Pursuant to Section 16(a) of the Exchange Act and the related rules and regulations, our directors and executive officers and any beneficial owners of more than 10% of any registered class of our equity securities, are required to file reports of their ownership, and any changes in that ownership, with the SEC. Based solely on our review of copies of these reports and on written representations from such reporting persons, we believe that during 2016, all such persons filed all ownership reports and reported all transactions on a timely basis except that, due to an administrative oversight, a Form 4 was not timely filed for Messr. Garret (open market purchase on November 22, 2016, pursuant to 10b5-1 plan/filing was made on November 25, 2016) and Messr. Boudreau (open market purchase on July 29, 2016/filing was made on August 5, 2016).

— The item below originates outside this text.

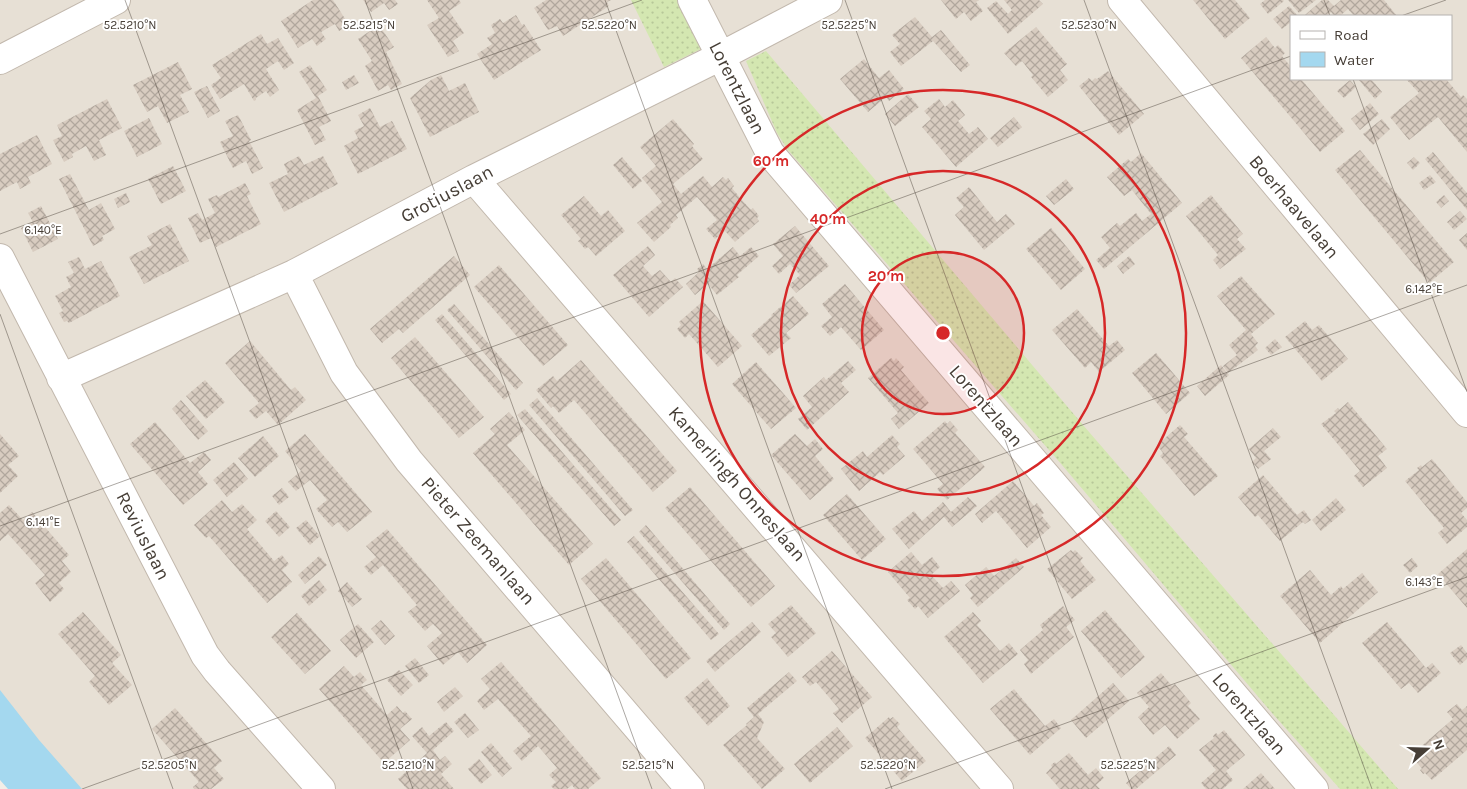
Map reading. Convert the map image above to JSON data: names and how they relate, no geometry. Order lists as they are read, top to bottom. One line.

Committee Independence and Additional Information

The Company’s Audit, Nominating and Corporate Governance, and Compensation Committees are currently composed entirely of “independent” directors, as defined by our Corporate Governance Guidelines and applicable NASDAQ and SEC rules and regulations. Our Compensation, Audit, Nominating and Corporate Governance, and Executive Committees each have a written charter, which may be obtained on our website at www.ppbi.com under the Investor Relations section. Company stockholders may also obtain written copies of the charters at no cost by writing to us at 17901 Von Karman Avenue, Suite 1200, Irvine, California 92614, Attention: Investor Relations Department, or by calling (949) 864-8000.

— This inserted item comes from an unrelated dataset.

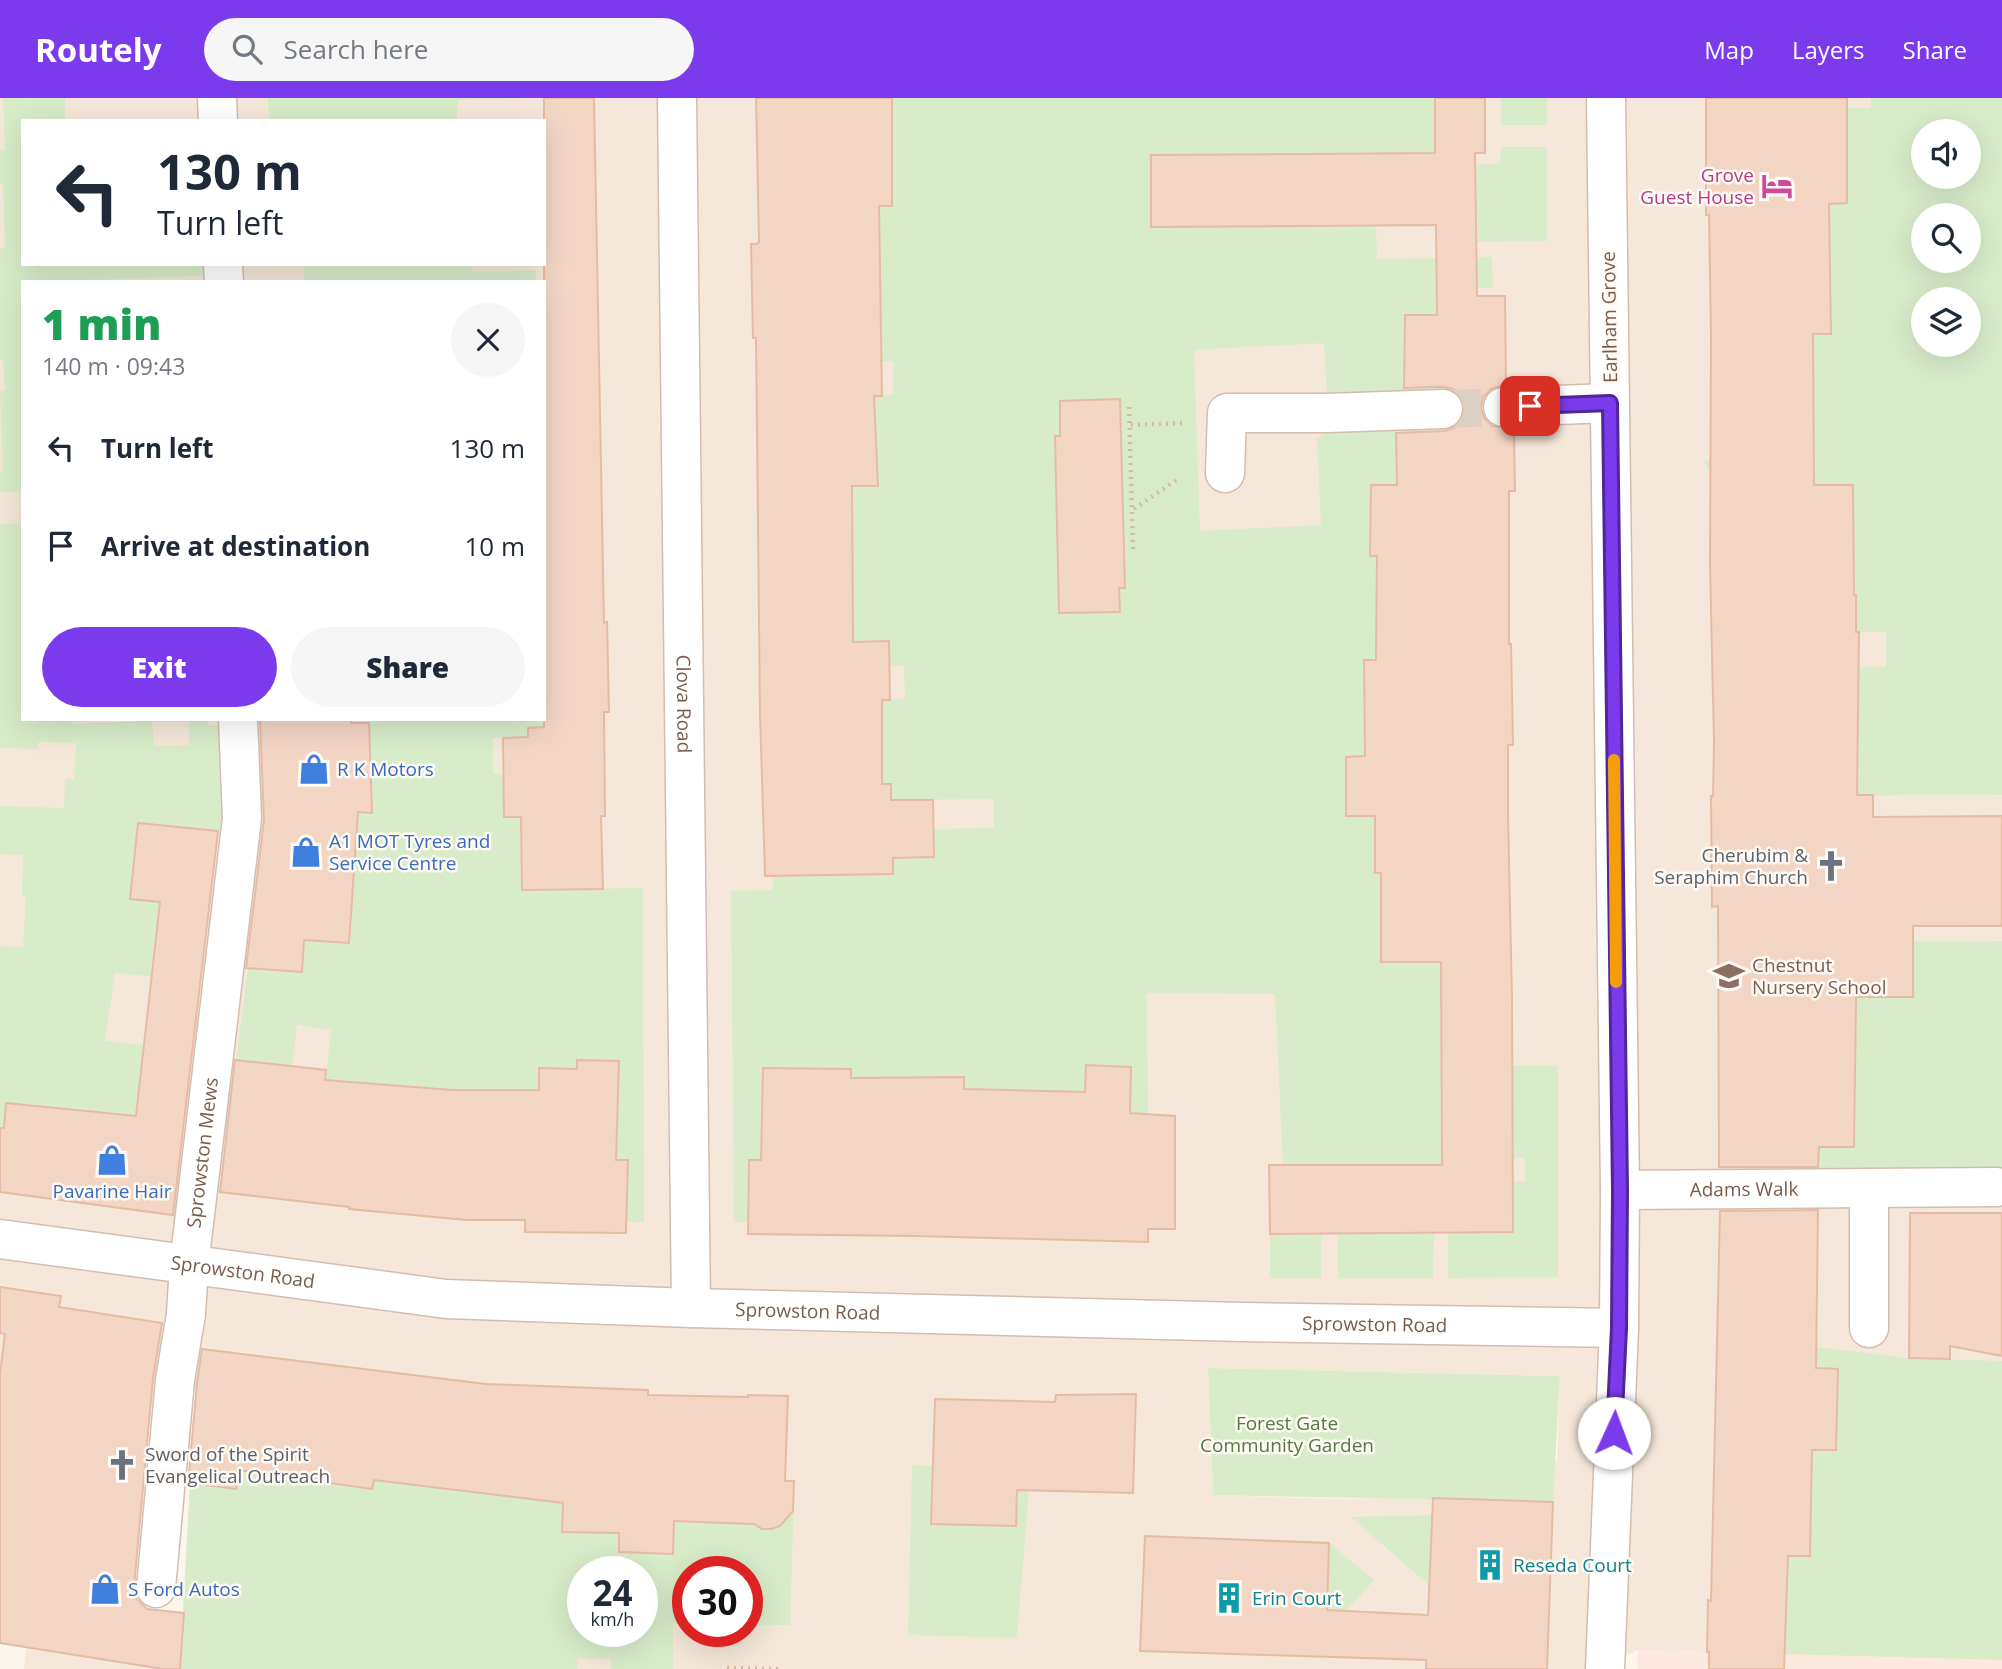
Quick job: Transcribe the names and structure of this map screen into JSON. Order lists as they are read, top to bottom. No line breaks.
{"streets":{"street":["Earlham Grove","Clova Road","Sprowston Mews","Adams Walk","Sprowston Road"]},"crossings":[["Earlham Grove","Adams Walk"],["Earlham Grove","Sprowston Road"],["Clova Road","Sprowston Road"],["Sprowston Mews","Sprowston Road"]],"parks":["Forest Gate Community Garden"],"places":{"hotel":["Grove Guest House"],"shop":["R K Motors","A1 MOT Tyres and Service Centre","Pavarine Hair","S Ford Autos"],"church":["Cherubim & Seraphim Church","Sword of the Spirit Evangelical Outreach"],"school or university":["Chestnut Nursery School"],"building":["Reseda Court","Erin Court"]},"page":{"header":"Routely","search":"Search here","nav":["Map","Layers","Share"],"turn":["130 m","Turn left"],"heading":["1 min","140 m · 09:43"],"list":[{"name":"Turn left","value":"130 m"},{"name":"Arrive at destination","value":"10 m"}],"buttons":["Exit","Share"],"speed":"24 km/h","limit":"30"}}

The Chair of each committee is responsible for establishing committee agendas. The agenda, meeting materials and the minutes of each committee meeting are furnished in advance to all of our directors, and each committee chair reports on his or her committee’s activities to the full Board.

ITEM 11.  EXECUTIVE COMPENSATION
 
Executive Compensation Discussion & Analysis

In this Compensation Discussion & Analysis (“CD&A”), we explain our compensation program for our named executive officers (“NEOs”) in 2016. The NEOs for 2016 are:

Name
Title (as of year-end, except as noted)
Steven R. Gardner
Chairman of the Board, Chief Executive Officer and President of the Company and Chairman of the Board and Chief Executive Officer of the Bank
Edward Wilcox
President and Chief Banking Officer of the Bank
Michael S. Karr
Senior Executive Vice President and Chief Credit Officer of the Bank
Thomas Rice
Senior Executive Vice President and Chief Operating Officer of the Bank
Ronald J. Nicolas, Jr.
Senior Executive Vice President and Chief Financial Officer of the Company and the Bank
E. Allen Nicholson
Former Executive Vice President and Chief Financial Officer of the Company and the Bank

You should read this CD&A in conjunction with the tables, footnotes and text found on pages 163 to 176 of this Annual Report, which provide additional information regarding our compensation program for NEOs. This discussion contains forward-looking statements that are based on our current plans, considerations, expectations and determinations. Our Compensation Committee may provide other compensation opportunities or arrangements or modify the current arrangements with our NEOs based upon its evaluation of how to achieve the objectives of our compensation program.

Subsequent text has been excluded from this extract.